Monitor GPU utilization. Use nvidia-smi (NVIDIA) or Activity Monitor (Mac) to check that your model is actually using GPU acceleration. CPU-only inference on large models is painfully slow.

Troubleshooting Common Issues

Model runs slowly: Check that GPU offloading is working. On NVIDIA, make sure CUDA drivers are installed. On Mac, ensure you’re running a build with Metal support.

Out of memory errors: Try a smaller quantization (Q4 instead of Q5/Q8), reduce context window size, or switch to a smaller model. Closing other GPU-heavy applications (games, video editors) frees up VRAM.

Garbled output: Usually caused by a corrupted download. Delete the model (ollama rm modelname) and pull it again.

API connection refused: Make sure the Ollama service is running (ollama serve) and listening on the expected port (default 11434).
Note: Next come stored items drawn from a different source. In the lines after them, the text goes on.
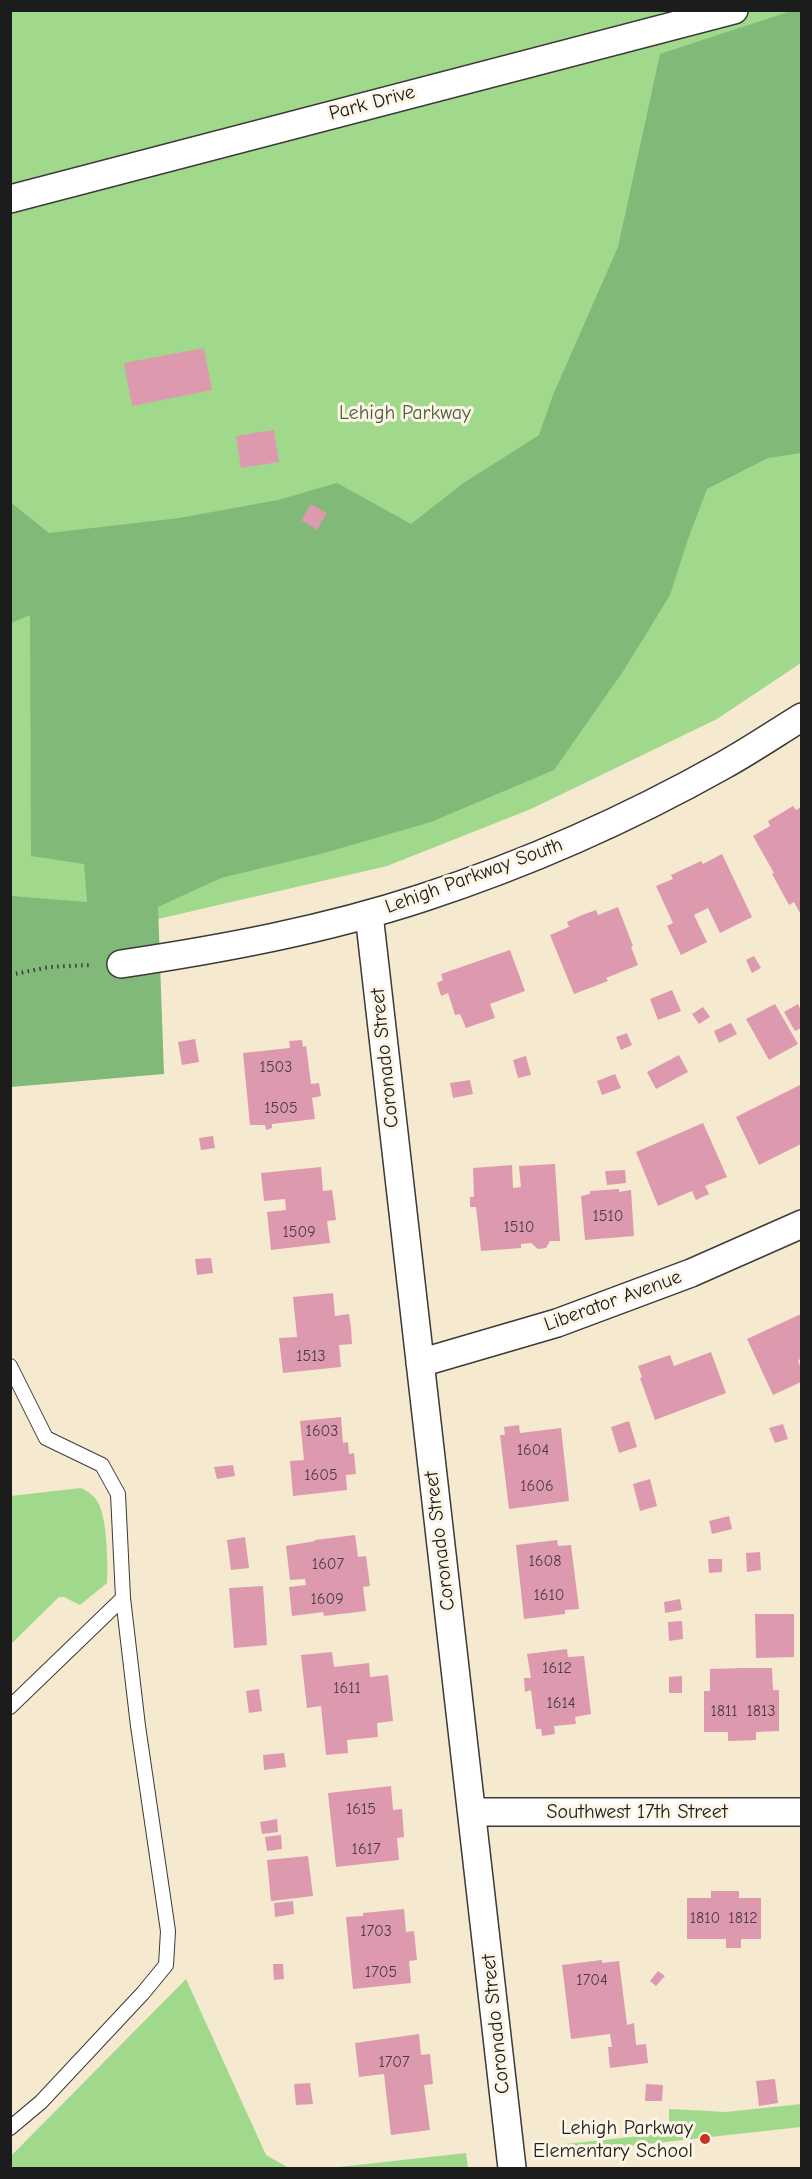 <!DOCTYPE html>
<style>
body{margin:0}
#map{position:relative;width:812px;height:2179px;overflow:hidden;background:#f5e9d0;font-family:"Comic Neue",sans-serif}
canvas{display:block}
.frame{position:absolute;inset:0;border:12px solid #1c1c1c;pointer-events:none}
</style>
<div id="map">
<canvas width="812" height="2179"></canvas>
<div class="frame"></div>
</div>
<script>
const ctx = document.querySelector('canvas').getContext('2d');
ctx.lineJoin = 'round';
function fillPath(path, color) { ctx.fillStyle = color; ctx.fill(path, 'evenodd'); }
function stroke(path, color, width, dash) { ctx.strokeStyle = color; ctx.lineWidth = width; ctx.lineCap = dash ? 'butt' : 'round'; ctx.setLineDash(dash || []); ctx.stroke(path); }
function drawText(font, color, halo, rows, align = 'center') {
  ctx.font = font + ' "Comic Neue",sans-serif'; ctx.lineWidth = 6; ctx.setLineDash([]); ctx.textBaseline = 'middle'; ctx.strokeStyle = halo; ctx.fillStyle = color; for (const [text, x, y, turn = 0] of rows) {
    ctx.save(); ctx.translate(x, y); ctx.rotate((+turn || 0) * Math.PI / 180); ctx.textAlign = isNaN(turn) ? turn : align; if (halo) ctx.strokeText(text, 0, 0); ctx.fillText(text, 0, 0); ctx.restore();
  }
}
fillPath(new Path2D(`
 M11,11H801V663L717,719L531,809L387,866L158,919L11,933Z
 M81,1488C90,1492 97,1498 100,1507C107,1523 108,1565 107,1583L80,1605L64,1597H59L11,1644V1496Z
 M186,1979L266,2155L289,2168H11V2156Z
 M801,2104V2127L547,2155L546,2146L669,2133V2109L726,2112Z
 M466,2153L468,2168H330Z`), '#a0d98c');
fillPath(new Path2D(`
 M791,11H801V453L768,458L707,489L688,539L670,595L624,670L554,770L431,822L324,853L221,878L158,907L164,1074L11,1087V896L87,902L84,864L31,856L30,615L11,623L10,502L49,533L179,518L278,500L337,483L411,524L462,484L539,435L553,395L618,247L660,54Z`), '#80b978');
fillPath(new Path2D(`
 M204,348L212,390L132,406L124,363Z
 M274,430L279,462L241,468L236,436Z
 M311,504L327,513L317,530L301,520Z
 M793,806L796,810L801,807V915L794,902L789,905L772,874L774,873L753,836L770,826L768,821Z
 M722,854L752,917L720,933L708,908L694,915L707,942L681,955L667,926L673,923L656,886L673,879L671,875L701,861L703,864Z
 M618,907L633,946L631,947L638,965L606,978L608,981L574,994L550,935L569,927L567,922L582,915L596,910L598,915Z
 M510,950L525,991L490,1004L495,1018L466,1028L460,1014L455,1015L448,993L441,996L437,983L443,980L441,974Z
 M754,956L761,968L752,973L746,960Z
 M672,990L681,1011L658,1020L650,999Z
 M775,1004L798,1044L769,1060L746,1019Z
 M798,1004L801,1011V1028L795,1031L784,1012Z
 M703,1007L710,1017L699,1024L692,1014Z
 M731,1023L737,1034L719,1043L714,1031Z
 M627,1033L632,1045L621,1050L616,1037Z
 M195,1039L199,1062L182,1065L178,1042Z
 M302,1040L303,1047L306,1046L311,1084L319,1083L321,1096L312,1098L315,1119L272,1124V1128L266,1130L265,1125H250L243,1053L290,1048L289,1041Z
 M679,1055L688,1072L656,1089L647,1072Z
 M526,1056L531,1075L518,1078L513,1060Z
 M615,1074L621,1088L602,1095L597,1081Z
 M470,1080L473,1094L453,1098L450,1083Z
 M800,1085L801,1144L759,1165L736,1117Z
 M703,1123L727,1177L705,1186L709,1194L696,1200L692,1191L658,1206L636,1152Z
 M213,1136L215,1148L201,1150L199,1138Z
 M555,1164L560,1241H550L546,1248L538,1249L531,1243L521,1244V1248L481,1251L476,1207H470V1197H474L473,1168L512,1165L513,1188L521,1187L519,1166Z
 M321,1167L323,1191L332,1190L334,1204L336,1220L327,1221L330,1243L271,1250L267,1212L286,1210L285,1199L264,1201L261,1173Z
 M625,1170L626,1183L607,1185L605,1171Z
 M619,1189V1192L631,1190L634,1236L585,1240L581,1196L590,1194V1191Z
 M211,1258L213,1273L197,1275L195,1259Z
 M333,1293L335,1316L349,1314L351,1328L352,1344L339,1345L341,1367L283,1373L279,1338L297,1337L293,1297Z
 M801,1314V1359L798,1360L801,1369V1382L773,1395L747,1339Z
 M711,1352L726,1393L655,1420L640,1378L642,1377L638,1366L670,1355L674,1366Z
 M341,1417L343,1443L348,1442L349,1454L354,1453L356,1474L346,1475L347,1490L293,1496L290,1461L304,1460L300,1421Z
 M629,1421L637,1447L619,1453L611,1427Z
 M783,1424L788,1439L775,1443L769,1428Z
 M519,1425L520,1433L561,1428L569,1501L509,1509L500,1435H505L504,1427Z
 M233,1465L235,1476L217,1479L214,1467Z
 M650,1479L657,1506L640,1511L633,1484Z
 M729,1516L732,1529L712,1534L709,1521Z
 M355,1535L358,1557L366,1556L370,1586L363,1587L366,1611L324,1616L323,1612L292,1616L289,1587L306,1585L305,1579L290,1580L286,1546L315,1541V1540Z
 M245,1537L249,1568L231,1570L227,1540Z
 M557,1540L558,1546L571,1545L579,1609L565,1610V1614L524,1619L516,1545Z
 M760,1552L761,1570L747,1572L746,1553Z
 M708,1559H722V1572L709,1573Z
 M263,1586L267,1645L234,1648L229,1588Z
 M680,1599L682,1610L665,1613L664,1602Z
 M755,1614H794V1657L756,1658Z
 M682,1621L683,1639L669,1641L668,1622Z
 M567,1649L568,1657L584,1656L591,1714L575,1717L576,1724L554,1726L555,1734L542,1736L541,1729H536L531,1690L525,1692L524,1678H531L527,1654Z
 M332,1652L334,1667L369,1663L370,1677L388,1675L393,1721L377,1723L378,1737L347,1740L348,1753L326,1755L321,1706L307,1708L301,1655Z
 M742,1668H772L773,1690H779V1731L756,1732V1740L728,1741V1732H704V1691H710V1669Z
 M682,1676V1693H669V1677Z
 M259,1689L262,1711L249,1713L246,1691Z
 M284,1753L286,1767L264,1770L263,1755Z
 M391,1786L393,1810L402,1809L404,1837L397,1838L399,1860L336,1867L328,1793Z
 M277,1819L278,1832L262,1834L260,1822Z
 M281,1835L282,1849L267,1851L265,1837Z
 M308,1856L313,1896L271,1901L267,1860Z
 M711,1891H739V1898H761V1939H741V1948H726V1939H687V1898H711Z
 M293,1901L294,1914L275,1917L274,1903Z
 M404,1909L406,1932L414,1931L417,1960L409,1961L411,1983L353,1989L346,1917L363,1916V1913Z
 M602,1960V1963L619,1961L627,2025L634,2023L636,2045L646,2044L648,2063L610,2068L608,2047H612L610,2034L571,2039L562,1965Z
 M273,1964H283L284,1979L274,1980Z
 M658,1971L665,1976L656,1986L650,1981Z
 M419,2034L421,2055L430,2054L433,2084L424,2085L430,2130L391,2135L384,2074L359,2077L355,2043Z
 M775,2079L778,2103L759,2106L756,2081Z
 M310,2083L313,2104L296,2105L294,2084Z
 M646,2084L663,2085L662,2101H645Z`), '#dd9aaf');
const lane = new Path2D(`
 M10,1366L46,1438L102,1465L118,1494L123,1598L138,1726L168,1931L166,1965L143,1993L41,2102L10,2128
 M10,1707L123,1598`);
const street = new Path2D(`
 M10,199L734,10
 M369,914L512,2168
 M121,964C222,949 324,930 422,898C526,864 628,819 724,765C751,750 776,733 802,717
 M420,1363L557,1323L691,1273L802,1224
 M472,1812H802`);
stroke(lane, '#3d3b37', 16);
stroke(street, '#3d3b37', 30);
stroke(new Path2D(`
 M10,975L49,967L90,965`), '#3d3b37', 4, [1.5, 4.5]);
stroke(lane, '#fff', 14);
stroke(street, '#fff', 27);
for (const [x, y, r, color] of [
 [705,2139,6,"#c8321e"]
]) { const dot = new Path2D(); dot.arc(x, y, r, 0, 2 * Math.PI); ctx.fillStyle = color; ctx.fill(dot); stroke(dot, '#fcf5e5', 2); }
drawText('16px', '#4c3c41', null, [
 ["1503",276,1067],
 ["1505",281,1108],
 ["1510",608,1216],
 ["1510",519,1227],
 ["1509",299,1232],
 ["1513",311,1356],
 ["1603",322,1431],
 ["1604",533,1450],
 ["1605",321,1475],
 ["1606",537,1486],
 ["1608",545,1561],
 ["1607",328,1564],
 ["1610",549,1595],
 ["1609",327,1599],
 ["1612",557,1668],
 ["1611",347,1688],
 ["1614",561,1703],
 ["1811",724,1711],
 ["1813",761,1711],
 ["1615",361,1809],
 ["1617",366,1849],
 ["1810",705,1918],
 ["1812",743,1918],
 ["1703",376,1931],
 ["1705",381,1972],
 ["1704",592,1980],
 ["1707",394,2062]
]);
drawText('20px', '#1c1c1c', '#fcf5e5', [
 ["Park Drive",372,103,-15],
 ["Lehigh Parkway South",474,876,-20],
 ["Coronado Street",385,1058,-96],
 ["Liberator Avenue",613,1301,-20],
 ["Coronado Street",440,1541,-97],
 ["Southwest 17th Street",637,1812],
 ["Coronado Street",496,2024,-96]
]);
drawText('20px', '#4a5e43', '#fcf5e5', [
 ["Lehigh Parkway",405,413]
]);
drawText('20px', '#1c1c1c', '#fcf5e5', [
 ["Lehigh Parkway",693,2128],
 ["Elementary School",693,2151]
], 'right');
</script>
What to Expect vs. Cloud Models

Local models are good and getting better, but they’re not at parity with the best cloud options yet. A 70B local model is roughly competitive with GPT-3.5 for code generation. For complex multi-step reasoning, debugging intricate bugs, or working with obscure frameworks, cloud models like Claude and GPT-4 still have a clear edge.

The practical approach: use local models for routine coding tasks, privacy-sensitive work, and offline scenarios. Switch to cloud models when you hit the limits of what local inference can handle. The two approaches complement each other well.